How We Got to Know Forrest Wood

When I was first married I was a musician.  I was able to make a living at it for a long time.  I didn’t work for my father.  Now don’t get me wrong, at “show time” the call went out for help and we were all there every year, but I made my living doing something else.Forrest_Fishing

Ginny and I had purchased the house next to my ancestral family home and one morning I walked next door to my mom and dad’s house, woke my dad up and declared that I had just quit the music business and I needed a job.  My dad kind of woke up and said he’d make some calls.  At that time the shows didn’t make enough money to support two families.  So, he made some calls.

Eventually I got hired by the Keay-Lee Company, that was just then coming under the direction of Don Lee as Bill Keay was in the process of retiring.  Don Lee was the Ranger Boats representative on the west coast.  He was very close to Forrest and Nina Wood.

I had been on the job for about 5 days when I got the call from Don that I was to go to LAX, pick up Forrest L Wood and drive him to Lake Cachuma for a bass tournament where we giving away a Ranger Boat.  Now, even though I wasn’t a full-time employee of the Fred Hall Shows, I knew who Forrest Wood was and I was nervous.  Mr. Wood was the virtual creator of the modern bass boat.

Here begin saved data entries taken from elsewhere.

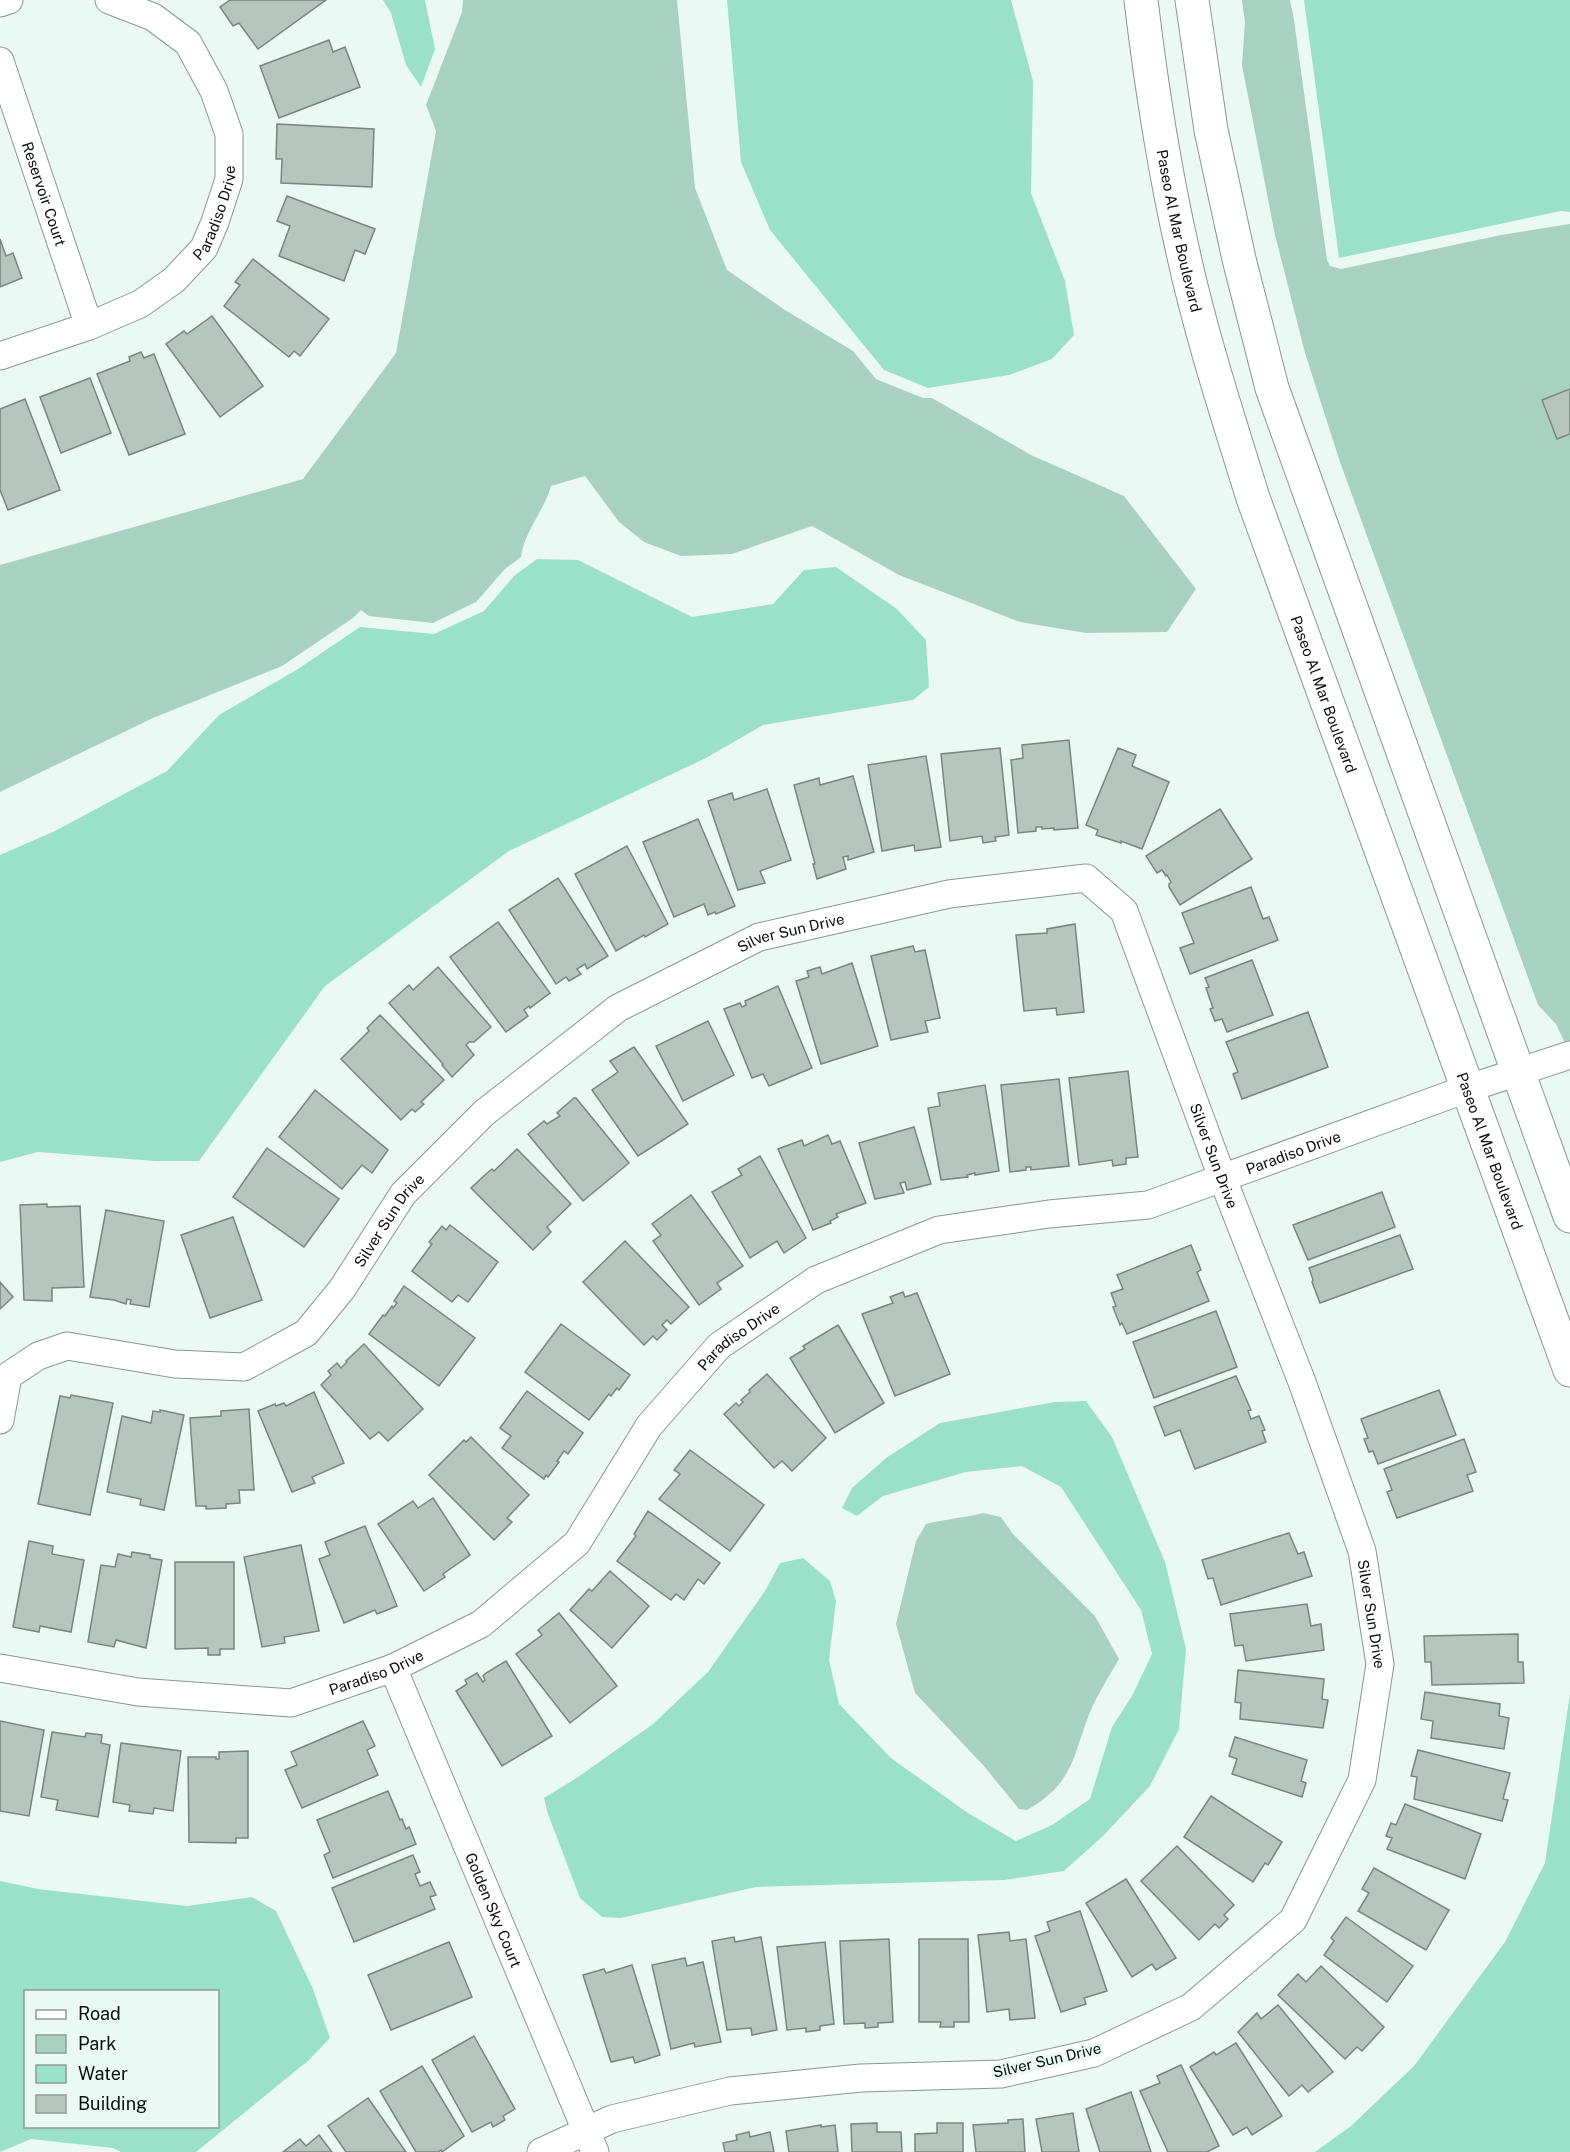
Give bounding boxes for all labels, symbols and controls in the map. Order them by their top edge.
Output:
street label: Reservoir Court [19,139,70,248]
street label: Paseo Al Mar Boulevard [1154,148,1206,314]
street label: Paradiso Drive [189,165,238,263]
street label: Paseo Al Mar Boulevard [1288,613,1361,775]
street label: Silver Sun Drive [734,909,846,955]
street label: Paseo Al Mar Boulevard [1454,1070,1527,1232]
street label: Silver Sun Drive [1187,1101,1242,1211]
street label: Paradiso Drive [1243,1127,1343,1177]
street label: Silver Sun Drive [350,1170,427,1270]
street label: Paradiso Drive [694,1299,782,1373]
street label: Silver Sun Drive [1355,1558,1389,1670]
street label: Paradiso Drive [327,1646,426,1698]
street label: Golden Sky Court [462,1850,525,1970]
legend [24,1990,219,2128]
text: Road [78,2003,121,2024]
text: Park [78,2033,116,2054]
street label: Silver Sun Drive [991,2039,1103,2081]
text: Water [78,2063,128,2084]
text: Building [78,2093,147,2114]

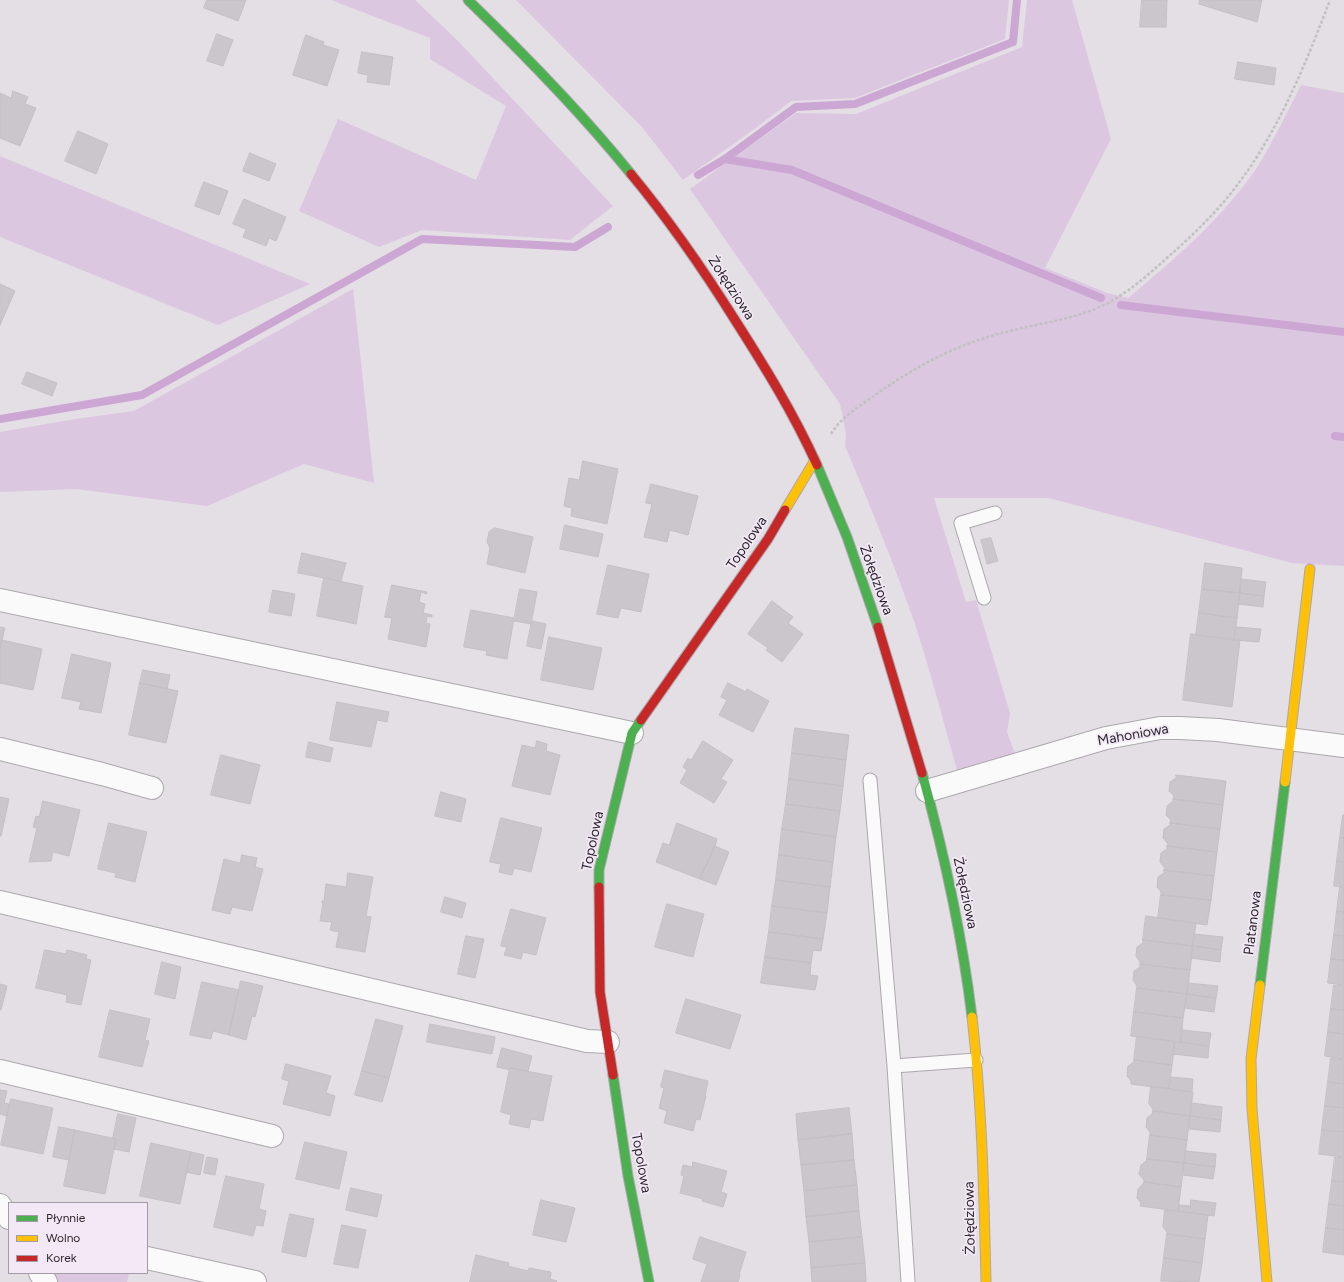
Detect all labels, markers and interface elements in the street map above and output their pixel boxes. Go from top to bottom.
street label: Żołędziowa [704,253,758,323]
street label: Topolowa [723,513,771,573]
street label: Żołędziowa [856,543,896,617]
street label: Mahoniowa [1096,720,1170,750]
street label: Topolowa [579,810,607,872]
street label: Żołędziowa [949,856,981,930]
street label: Platanowa [1241,890,1265,956]
street label: Topolowa [627,1132,655,1194]
street label: Żołędziowa [961,1181,979,1255]
legend [8,1202,148,1274]
text: Płynnie [46,1211,85,1225]
text: Wolno [46,1231,80,1245]
text: Korek [46,1251,77,1265]

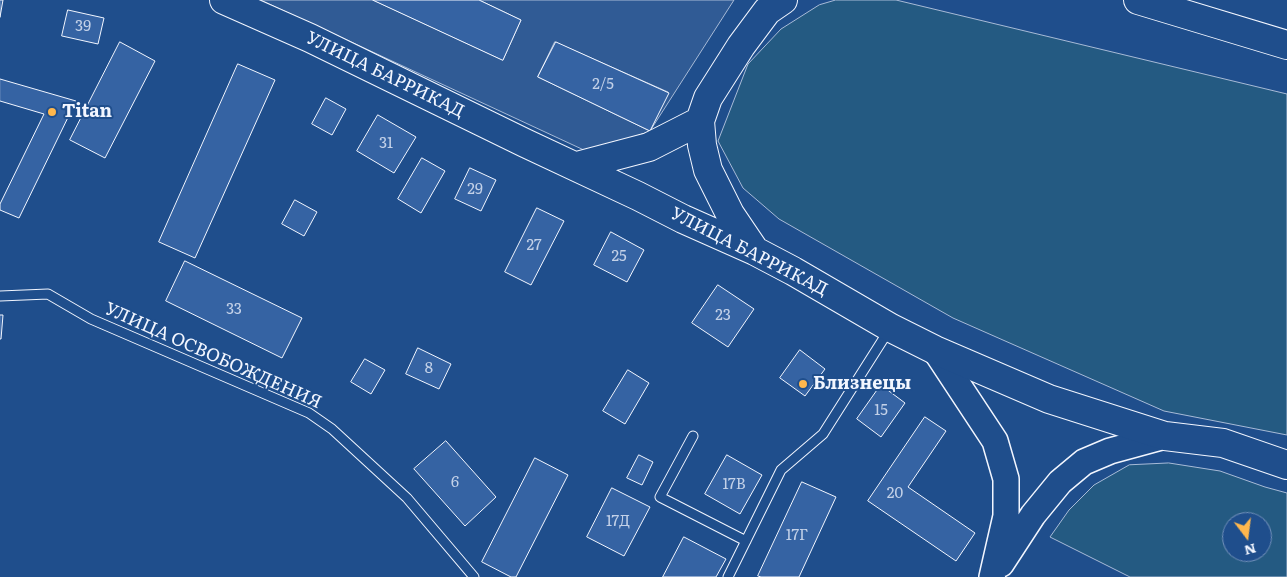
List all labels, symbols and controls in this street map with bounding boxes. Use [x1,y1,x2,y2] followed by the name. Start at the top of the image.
[75,18,91,36] house number: 39
[302,27,468,123] street label: УЛИЦА БАРРИКАД
[592,76,614,94] house number: 2/5
[62,101,112,123] place label: Titan
[46,106,58,118] marker: Titan
[379,135,393,153] house number: 31
[467,181,483,199] house number: 29
[667,203,831,301] street label: УЛИЦА БАРРИКАД
[526,237,542,255] house number: 27
[611,248,627,266] house number: 25
[101,298,325,414] street label: УЛИЦА ОСВОБОЖДЕНИЯ
[226,301,242,319] house number: 33
[715,307,731,325] house number: 23
[425,360,433,378] house number: 8
[813,373,911,395] place label: Близнецы
[797,378,809,390] marker: Близнецы
[874,402,888,420] house number: 15
[451,474,459,492] house number: 6
[722,476,746,494] house number: 17В
[887,485,903,503] house number: 20
[1222,512,1272,562] north arrow
[606,513,630,531] house number: 17Д
[786,527,808,545] house number: 17Г
[1242,539,1259,562] text: N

So, anyway, Ginny and I headed down to LAX and met Forrest Wood.  We then drove all the way to Lake Cachuma, chatting all the way and getting to know one another.  We got there just about dinner time.  The guy who was putting on the tournament took us all out to dinner ( I don’t think he wanted Ginny or I there).  He was trying to impress “Mr. Wood”.  He talked for hours.  Forrest and Don hardly got a word in and Ginny and I didn’t say anything.  This guy was impressed with himself and all he talked about was himself.  But finally, and mercifully, dinner was over and we went to bed.  The alarm went off early the next day for a shot-gun start and then Don, Forrest, Ginny and I went to have breakfast.  After we ordered our food Don turned to me and said, “Bart, what did you think about our dinner last night?”  Now I was scared.  I didn’t know what Don or Forrest thought about the guy who was running the tournament.  They could have been friends for all I knew. I didn’t know what to say but I figured the truth was best, so, after a very long pause, I said, “if last night was an example of how the fishing business is going to be then I think I’ll go back to the music business because there is a lot less BS in it!”  Forrest nearly spit out his water.  We all laughed our butts off…and then we were friends.Forrest-and-Nina-vintage

After the tournament, Ginny and I drove Forrest back towards LAX but we stopped at my parents home in Sherman Oaks.  It was a magnificent ranch-style home  on an acre and a half of land in the heart of Sherman Oaks.  They had lemon trees ,orange trees, grapefruit trees, apricot trees, plum trees, walnut trees and a very impressive giant Haas avocado tree.  We took Forrest out and he picked avocados.  He had never picked avocados before and he loved it.  We had a great meal and a good time and soon we had to say good-by, but we always felt like friends after that and we often fondly referenced the “avocado picking.”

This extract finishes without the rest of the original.